A complete, word-for-word restatement of the entries is needed.

◆ Records for this exercise ◆
:::

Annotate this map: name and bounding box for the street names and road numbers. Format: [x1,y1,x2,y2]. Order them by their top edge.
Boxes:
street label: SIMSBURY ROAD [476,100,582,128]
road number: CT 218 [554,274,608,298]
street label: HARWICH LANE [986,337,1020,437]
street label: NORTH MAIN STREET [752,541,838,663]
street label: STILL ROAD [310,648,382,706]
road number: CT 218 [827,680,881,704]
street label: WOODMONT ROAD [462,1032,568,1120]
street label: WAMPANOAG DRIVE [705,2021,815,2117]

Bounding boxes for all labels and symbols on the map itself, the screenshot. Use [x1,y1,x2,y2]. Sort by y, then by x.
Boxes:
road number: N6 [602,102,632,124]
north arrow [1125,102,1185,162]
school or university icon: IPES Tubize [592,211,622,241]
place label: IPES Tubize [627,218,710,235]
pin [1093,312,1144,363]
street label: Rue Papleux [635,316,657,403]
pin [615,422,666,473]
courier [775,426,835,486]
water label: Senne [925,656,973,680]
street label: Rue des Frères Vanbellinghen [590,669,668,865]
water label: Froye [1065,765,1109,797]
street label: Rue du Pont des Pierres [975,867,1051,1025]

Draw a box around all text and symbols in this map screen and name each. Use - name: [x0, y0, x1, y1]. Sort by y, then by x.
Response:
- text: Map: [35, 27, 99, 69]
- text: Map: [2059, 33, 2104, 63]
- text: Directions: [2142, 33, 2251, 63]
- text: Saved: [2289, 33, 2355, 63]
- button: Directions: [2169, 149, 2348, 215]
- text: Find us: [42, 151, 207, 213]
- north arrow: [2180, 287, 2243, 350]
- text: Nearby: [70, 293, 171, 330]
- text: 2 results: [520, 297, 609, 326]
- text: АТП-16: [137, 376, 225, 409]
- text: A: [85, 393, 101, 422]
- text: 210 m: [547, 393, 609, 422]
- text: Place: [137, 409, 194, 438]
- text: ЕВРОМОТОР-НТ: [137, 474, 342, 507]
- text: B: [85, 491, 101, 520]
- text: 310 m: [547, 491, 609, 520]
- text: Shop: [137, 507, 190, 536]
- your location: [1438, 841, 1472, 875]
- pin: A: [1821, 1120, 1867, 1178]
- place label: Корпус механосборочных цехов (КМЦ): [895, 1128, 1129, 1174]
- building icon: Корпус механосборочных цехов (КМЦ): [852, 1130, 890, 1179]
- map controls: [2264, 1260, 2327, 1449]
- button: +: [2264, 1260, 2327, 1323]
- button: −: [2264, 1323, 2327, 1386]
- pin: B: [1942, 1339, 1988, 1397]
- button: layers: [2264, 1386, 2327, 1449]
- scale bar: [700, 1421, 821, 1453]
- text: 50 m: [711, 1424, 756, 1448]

:::

◆ Answer to this task ◆
Annotate this map: name and bounding box for the street names and road numbers. Format: [x1,y1,x2,y2]. Order them by their top edge.
Boxes:
street label: SIMSBURY ROAD [476,100,582,128]
road number: CT 218 [554,274,608,298]
street label: HARWICH LANE [986,337,1020,437]
street label: NORTH MAIN STREET [752,541,838,663]
street label: STILL ROAD [310,648,382,706]
road number: CT 218 [827,680,881,704]
street label: WOODMONT ROAD [462,1032,568,1120]
street label: WAMPANOAG DRIVE [705,2021,815,2117]

Bounding boxes for all labels and symbols on the map itself, the screenshot. Use [x1,y1,x2,y2]. Sort by y, then by x.
Boxes:
road number: N6 [602,102,632,124]
north arrow [1125,102,1185,162]
school or university icon: IPES Tubize [592,211,622,241]
place label: IPES Tubize [627,218,710,235]
pin [1093,312,1144,363]
street label: Rue Papleux [635,316,657,403]
pin [615,422,666,473]
courier [775,426,835,486]
water label: Senne [925,656,973,680]
street label: Rue des Frères Vanbellinghen [590,669,668,865]
water label: Froye [1065,765,1109,797]
street label: Rue du Pont des Pierres [975,867,1051,1025]

Draw a box around all text and symbols in this map screen and name each. Use - name: [x0, y0, x1, y1]. Sort by y, then by x.
Response:
- text: Map: [35, 27, 99, 69]
- text: Map: [2059, 33, 2104, 63]
- text: Directions: [2142, 33, 2251, 63]
- text: Saved: [2289, 33, 2355, 63]
- button: Directions: [2169, 149, 2348, 215]
- text: Find us: [42, 151, 207, 213]
- north arrow: [2180, 287, 2243, 350]
- text: Nearby: [70, 293, 171, 330]
- text: 2 results: [520, 297, 609, 326]
- text: АТП-16: [137, 376, 225, 409]
- text: A: [85, 393, 101, 422]
- text: 210 m: [547, 393, 609, 422]
- text: Place: [137, 409, 194, 438]
- text: ЕВРОМОТОР-НТ: [137, 474, 342, 507]
- text: B: [85, 491, 101, 520]
- text: 310 m: [547, 491, 609, 520]
- text: Shop: [137, 507, 190, 536]
- your location: [1438, 841, 1472, 875]
- pin: A: [1821, 1120, 1867, 1178]
- place label: Корпус механосборочных цехов (КМЦ): [895, 1128, 1129, 1174]
- building icon: Корпус механосборочных цехов (КМЦ): [852, 1130, 890, 1179]
- map controls: [2264, 1260, 2327, 1449]
- button: +: [2264, 1260, 2327, 1323]
- button: −: [2264, 1323, 2327, 1386]
- pin: B: [1942, 1339, 1988, 1397]
- button: layers: [2264, 1386, 2327, 1449]
- scale bar: [700, 1421, 821, 1453]
- text: 50 m: [711, 1424, 756, 1448]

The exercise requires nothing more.